Başka bir değişiklik hukuk fakültelerine sınav konulması, işte hukuk fakültesi mezunlarının katip vs. olabilmesi, emniyette çalışır hâle gelmesi… Onu da olumlu bir şey olarak sunuyorlar ama fırsat eşitliğini zedeleyen bir şey aslında, mesleğin sorunları bu şekilde çözülemez, başka türlü önlemler düşünmek gerekir. Şirketleşmenin önünü de açan bir düzenleme bu, zaten giderek büyük hukuk şirketleri kuruluyor ve avukatlar bağlı çalışan işçi avukatlar hâline dönüştürülüyor. Daha küçük işler yapan, tek başına, bireysel olarak işlerini yürütmeye çalışan avukatlar saf dışı bırakılmış oluyor bu düzenlemeyle.

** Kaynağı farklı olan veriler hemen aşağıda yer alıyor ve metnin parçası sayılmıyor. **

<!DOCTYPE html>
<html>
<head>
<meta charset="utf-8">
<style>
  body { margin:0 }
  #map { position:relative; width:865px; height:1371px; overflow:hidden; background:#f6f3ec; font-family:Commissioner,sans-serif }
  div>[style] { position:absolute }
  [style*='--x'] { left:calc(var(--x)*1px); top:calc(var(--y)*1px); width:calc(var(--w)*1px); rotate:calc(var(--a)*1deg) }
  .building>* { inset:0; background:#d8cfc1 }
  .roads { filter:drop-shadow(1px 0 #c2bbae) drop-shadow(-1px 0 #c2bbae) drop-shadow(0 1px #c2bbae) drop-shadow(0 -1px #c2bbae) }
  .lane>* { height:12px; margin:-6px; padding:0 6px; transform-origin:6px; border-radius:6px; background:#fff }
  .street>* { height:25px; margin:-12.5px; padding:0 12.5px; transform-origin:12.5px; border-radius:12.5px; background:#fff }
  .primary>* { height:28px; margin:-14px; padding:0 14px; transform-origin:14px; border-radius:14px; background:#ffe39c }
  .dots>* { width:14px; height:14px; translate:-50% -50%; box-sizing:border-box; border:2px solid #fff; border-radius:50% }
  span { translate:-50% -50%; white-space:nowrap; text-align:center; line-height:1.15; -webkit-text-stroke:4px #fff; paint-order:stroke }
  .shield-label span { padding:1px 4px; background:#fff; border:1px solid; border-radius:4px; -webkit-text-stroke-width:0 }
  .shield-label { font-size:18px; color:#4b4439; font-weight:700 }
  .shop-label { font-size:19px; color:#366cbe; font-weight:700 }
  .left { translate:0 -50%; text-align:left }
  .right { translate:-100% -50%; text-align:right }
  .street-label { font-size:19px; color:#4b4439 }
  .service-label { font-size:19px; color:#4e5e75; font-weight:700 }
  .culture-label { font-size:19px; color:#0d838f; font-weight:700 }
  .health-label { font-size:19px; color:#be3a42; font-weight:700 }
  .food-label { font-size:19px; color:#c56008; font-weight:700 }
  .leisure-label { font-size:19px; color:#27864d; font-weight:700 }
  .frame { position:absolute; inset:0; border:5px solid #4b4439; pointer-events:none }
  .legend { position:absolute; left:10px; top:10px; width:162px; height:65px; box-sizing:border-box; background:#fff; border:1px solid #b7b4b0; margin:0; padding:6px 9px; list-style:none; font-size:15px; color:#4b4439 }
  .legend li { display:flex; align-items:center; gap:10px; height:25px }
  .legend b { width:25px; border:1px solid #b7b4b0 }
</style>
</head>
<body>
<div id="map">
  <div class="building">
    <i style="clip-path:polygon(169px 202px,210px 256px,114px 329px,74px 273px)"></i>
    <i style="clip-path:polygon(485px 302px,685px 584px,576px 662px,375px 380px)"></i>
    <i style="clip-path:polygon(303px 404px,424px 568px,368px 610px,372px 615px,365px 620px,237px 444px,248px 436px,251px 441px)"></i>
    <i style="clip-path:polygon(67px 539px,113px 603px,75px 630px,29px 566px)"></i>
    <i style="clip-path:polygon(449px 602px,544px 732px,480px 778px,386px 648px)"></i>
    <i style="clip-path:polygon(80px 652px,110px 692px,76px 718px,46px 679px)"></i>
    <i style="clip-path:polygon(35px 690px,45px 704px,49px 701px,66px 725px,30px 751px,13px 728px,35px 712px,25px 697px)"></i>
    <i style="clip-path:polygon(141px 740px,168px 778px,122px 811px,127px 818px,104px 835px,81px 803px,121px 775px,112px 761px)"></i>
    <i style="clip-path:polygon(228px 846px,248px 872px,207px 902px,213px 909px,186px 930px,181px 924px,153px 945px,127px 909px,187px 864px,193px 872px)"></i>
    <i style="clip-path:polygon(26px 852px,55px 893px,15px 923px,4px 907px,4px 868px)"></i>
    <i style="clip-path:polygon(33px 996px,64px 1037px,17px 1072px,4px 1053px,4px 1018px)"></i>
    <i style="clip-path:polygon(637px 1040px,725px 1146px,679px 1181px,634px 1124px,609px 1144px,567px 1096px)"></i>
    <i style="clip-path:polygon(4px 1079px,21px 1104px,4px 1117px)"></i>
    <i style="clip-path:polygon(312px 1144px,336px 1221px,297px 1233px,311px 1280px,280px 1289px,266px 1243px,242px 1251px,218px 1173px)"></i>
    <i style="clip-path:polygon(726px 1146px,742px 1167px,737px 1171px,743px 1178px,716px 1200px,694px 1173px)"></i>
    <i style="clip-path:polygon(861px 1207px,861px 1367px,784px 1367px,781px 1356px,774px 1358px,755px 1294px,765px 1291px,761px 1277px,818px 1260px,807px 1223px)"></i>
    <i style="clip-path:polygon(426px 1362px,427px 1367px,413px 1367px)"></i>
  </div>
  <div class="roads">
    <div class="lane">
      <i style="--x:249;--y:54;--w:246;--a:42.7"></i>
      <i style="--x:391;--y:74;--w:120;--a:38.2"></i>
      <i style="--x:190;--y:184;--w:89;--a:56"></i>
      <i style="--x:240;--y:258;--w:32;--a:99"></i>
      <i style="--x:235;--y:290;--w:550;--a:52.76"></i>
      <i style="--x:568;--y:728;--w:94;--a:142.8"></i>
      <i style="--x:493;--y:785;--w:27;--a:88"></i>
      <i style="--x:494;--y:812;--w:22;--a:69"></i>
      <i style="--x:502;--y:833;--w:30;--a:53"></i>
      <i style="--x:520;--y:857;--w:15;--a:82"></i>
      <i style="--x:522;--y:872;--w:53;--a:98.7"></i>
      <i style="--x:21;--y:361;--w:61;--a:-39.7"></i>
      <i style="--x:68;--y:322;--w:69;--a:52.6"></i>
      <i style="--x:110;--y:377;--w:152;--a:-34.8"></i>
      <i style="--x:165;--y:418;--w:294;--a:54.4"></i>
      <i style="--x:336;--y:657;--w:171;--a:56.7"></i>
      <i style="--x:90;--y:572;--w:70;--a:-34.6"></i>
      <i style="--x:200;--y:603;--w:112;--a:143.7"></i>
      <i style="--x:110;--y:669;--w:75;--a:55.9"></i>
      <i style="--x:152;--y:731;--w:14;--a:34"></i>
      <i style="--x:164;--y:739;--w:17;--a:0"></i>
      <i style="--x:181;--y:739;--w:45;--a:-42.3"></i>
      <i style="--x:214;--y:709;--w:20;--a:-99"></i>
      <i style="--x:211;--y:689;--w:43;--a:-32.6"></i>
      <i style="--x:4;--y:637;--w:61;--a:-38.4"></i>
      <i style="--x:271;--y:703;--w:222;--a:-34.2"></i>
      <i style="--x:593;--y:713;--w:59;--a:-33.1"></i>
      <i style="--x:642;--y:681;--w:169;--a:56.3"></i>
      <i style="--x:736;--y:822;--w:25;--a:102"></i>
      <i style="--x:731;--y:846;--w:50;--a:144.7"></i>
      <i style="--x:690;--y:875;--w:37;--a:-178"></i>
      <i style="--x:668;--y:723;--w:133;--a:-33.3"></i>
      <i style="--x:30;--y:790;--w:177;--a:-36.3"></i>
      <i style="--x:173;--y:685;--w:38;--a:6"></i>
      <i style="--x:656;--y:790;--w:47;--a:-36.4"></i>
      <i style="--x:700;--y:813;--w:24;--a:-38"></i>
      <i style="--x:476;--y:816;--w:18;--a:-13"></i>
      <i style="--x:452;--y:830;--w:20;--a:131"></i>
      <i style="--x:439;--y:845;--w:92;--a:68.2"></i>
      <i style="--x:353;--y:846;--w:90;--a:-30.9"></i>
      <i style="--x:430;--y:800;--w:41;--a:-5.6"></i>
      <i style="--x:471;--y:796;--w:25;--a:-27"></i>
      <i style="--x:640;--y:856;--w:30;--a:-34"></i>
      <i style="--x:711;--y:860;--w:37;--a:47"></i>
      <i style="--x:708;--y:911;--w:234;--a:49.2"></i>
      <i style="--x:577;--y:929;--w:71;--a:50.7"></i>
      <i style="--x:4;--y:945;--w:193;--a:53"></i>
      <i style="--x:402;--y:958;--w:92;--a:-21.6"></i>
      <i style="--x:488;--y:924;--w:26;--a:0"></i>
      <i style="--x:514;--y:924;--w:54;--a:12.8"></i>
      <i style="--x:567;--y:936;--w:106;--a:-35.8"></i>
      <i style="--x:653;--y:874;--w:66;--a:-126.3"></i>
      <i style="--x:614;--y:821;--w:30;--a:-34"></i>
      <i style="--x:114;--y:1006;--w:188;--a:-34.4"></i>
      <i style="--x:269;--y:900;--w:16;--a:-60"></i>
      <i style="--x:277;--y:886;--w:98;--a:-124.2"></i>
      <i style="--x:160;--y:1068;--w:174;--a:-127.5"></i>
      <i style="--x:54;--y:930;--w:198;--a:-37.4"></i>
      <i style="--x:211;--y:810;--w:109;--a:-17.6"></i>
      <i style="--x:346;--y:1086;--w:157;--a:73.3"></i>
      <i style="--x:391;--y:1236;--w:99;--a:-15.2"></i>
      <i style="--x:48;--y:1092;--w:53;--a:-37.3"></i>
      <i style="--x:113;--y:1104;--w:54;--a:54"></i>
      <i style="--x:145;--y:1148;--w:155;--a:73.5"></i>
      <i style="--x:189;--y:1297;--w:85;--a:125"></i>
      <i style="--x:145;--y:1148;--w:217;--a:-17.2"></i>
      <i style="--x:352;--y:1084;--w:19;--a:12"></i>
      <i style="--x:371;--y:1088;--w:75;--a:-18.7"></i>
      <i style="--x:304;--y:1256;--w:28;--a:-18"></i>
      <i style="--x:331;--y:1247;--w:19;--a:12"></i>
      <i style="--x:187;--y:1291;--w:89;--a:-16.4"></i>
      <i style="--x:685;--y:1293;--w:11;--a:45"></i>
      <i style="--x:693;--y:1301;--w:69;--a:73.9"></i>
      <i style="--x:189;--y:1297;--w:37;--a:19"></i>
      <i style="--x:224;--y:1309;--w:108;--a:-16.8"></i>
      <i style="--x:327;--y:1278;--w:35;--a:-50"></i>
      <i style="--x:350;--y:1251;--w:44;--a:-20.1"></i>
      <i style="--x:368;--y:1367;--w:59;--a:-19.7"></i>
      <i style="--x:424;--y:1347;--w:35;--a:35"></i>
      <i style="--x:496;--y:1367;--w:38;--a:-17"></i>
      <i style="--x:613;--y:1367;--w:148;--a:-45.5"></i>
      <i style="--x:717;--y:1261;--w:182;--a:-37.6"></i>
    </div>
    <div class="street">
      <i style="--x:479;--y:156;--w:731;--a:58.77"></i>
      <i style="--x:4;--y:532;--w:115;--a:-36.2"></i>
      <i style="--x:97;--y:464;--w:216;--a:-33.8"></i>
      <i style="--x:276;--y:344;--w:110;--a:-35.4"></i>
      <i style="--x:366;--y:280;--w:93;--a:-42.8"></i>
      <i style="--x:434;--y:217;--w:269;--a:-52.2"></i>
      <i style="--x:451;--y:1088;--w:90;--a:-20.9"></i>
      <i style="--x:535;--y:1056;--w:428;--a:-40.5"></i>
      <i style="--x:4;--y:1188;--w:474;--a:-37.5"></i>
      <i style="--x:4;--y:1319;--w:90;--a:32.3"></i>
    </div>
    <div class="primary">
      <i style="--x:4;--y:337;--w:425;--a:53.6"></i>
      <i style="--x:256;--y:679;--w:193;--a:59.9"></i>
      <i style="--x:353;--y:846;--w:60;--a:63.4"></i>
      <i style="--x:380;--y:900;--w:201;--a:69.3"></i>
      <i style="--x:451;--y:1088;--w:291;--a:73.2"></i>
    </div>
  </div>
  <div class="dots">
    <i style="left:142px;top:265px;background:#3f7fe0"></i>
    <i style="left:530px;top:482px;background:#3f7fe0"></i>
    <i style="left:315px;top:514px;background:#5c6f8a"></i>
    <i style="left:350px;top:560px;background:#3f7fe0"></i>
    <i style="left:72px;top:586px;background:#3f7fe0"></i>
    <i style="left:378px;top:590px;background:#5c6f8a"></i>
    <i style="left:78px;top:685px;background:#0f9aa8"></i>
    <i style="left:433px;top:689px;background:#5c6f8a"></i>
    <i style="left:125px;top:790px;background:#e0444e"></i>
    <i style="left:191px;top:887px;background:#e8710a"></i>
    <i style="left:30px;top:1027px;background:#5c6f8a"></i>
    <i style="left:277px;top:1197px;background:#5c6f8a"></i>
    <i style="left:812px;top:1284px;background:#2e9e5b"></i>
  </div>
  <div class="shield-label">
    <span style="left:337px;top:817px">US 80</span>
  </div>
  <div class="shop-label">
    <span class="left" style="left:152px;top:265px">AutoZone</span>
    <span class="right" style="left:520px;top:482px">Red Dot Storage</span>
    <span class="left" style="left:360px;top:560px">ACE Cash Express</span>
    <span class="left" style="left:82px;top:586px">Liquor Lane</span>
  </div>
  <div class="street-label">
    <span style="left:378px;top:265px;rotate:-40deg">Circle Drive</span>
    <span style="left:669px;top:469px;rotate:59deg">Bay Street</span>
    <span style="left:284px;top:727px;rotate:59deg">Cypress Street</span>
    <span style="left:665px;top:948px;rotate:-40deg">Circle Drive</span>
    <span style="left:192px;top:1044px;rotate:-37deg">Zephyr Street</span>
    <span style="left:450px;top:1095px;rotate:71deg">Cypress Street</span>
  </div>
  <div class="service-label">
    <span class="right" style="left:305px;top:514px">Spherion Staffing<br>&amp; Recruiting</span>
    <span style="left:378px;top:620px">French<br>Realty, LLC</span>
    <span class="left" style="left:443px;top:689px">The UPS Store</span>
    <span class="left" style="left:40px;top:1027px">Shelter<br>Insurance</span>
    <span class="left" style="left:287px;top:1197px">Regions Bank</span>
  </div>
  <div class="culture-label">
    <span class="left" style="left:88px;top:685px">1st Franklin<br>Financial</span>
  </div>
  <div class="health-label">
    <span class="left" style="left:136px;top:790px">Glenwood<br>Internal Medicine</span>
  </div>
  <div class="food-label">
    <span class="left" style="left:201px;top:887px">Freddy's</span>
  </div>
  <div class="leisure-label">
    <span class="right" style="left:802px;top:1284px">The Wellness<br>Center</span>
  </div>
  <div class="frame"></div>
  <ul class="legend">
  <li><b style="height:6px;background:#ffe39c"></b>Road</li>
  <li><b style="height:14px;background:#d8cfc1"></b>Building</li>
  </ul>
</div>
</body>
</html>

Bir bütün olarak bakıldığında birkaç ufak tefek göz boyama dışında çok olumlu görülebilecek gelişmeler yok yargı paketinde. Daha temel değişiklikler yapmak lazım, değişiklikten öte var olanı uygulamak lazım.

Yargı reformu iktidar bloku arasındaki çatışmanın da açığa çıktığı bir alan oldu. Ne düşünüyorsunuz?

Evet, o yüzden de infaz yasasına dönük bir düzenleme yapmadılar. En azından kamuoyuna yansıdığı kadarıyla buna dair bir ibare görünmüyor. Kamuoyunun yoğun beklediği, tutsakların yoğun beklediği bir düzenleme bu. Bu esas olarak kimlere yarayacak. Sanıyorum tartışma esas olarak buradan kaynaklanıyordu. Onu henüz göremiyoruz, bilemiyoruz.

Peki, yargı reformu yapma gereği niye duyuldu?

Bence iktidar blokunda yeni yeni ittifaklar oluşuyor, bu ittifaklara dair bir düzenleme. Son olarak bu paketi seçim yenilgisinden sonra, yani İstanbul, Ankara seçimlerinden sonra, alışılageldiği üzere seçimlerden sonra demokratik açılım yapıyormuş gibi yapma ve kendi oylarını korumaya çalışma çabası olarak görüyorum.